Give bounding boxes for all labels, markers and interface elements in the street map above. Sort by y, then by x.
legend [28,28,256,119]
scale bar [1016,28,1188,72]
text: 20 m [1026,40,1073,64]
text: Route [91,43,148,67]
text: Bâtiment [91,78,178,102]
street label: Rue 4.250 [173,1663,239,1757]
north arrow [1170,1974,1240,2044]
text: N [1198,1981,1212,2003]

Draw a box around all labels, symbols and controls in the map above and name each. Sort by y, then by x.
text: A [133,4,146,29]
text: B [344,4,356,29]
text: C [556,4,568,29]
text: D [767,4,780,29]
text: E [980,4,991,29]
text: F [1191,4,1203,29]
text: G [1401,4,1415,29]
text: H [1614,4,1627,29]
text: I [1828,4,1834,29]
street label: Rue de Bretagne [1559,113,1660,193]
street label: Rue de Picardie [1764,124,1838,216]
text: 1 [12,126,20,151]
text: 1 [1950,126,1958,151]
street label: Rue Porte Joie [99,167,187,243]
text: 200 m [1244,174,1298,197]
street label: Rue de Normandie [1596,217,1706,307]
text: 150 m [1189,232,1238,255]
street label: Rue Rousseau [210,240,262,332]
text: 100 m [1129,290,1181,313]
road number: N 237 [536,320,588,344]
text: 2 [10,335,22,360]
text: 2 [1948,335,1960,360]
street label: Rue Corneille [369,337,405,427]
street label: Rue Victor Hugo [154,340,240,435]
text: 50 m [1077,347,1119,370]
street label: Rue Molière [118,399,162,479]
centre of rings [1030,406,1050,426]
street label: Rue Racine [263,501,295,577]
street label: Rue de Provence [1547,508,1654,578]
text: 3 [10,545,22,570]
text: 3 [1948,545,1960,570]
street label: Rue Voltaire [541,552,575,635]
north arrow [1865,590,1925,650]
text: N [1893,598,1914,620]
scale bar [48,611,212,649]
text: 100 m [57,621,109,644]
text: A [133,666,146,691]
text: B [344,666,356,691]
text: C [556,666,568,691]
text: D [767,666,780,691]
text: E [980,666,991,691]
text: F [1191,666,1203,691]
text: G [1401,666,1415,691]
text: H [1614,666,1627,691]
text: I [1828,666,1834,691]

| Assignment |
Please show all lines from the entries that contain the word "arrow".

| Reply |
north arrow [1170,1974,1240,2044]
north arrow [1865,590,1925,650]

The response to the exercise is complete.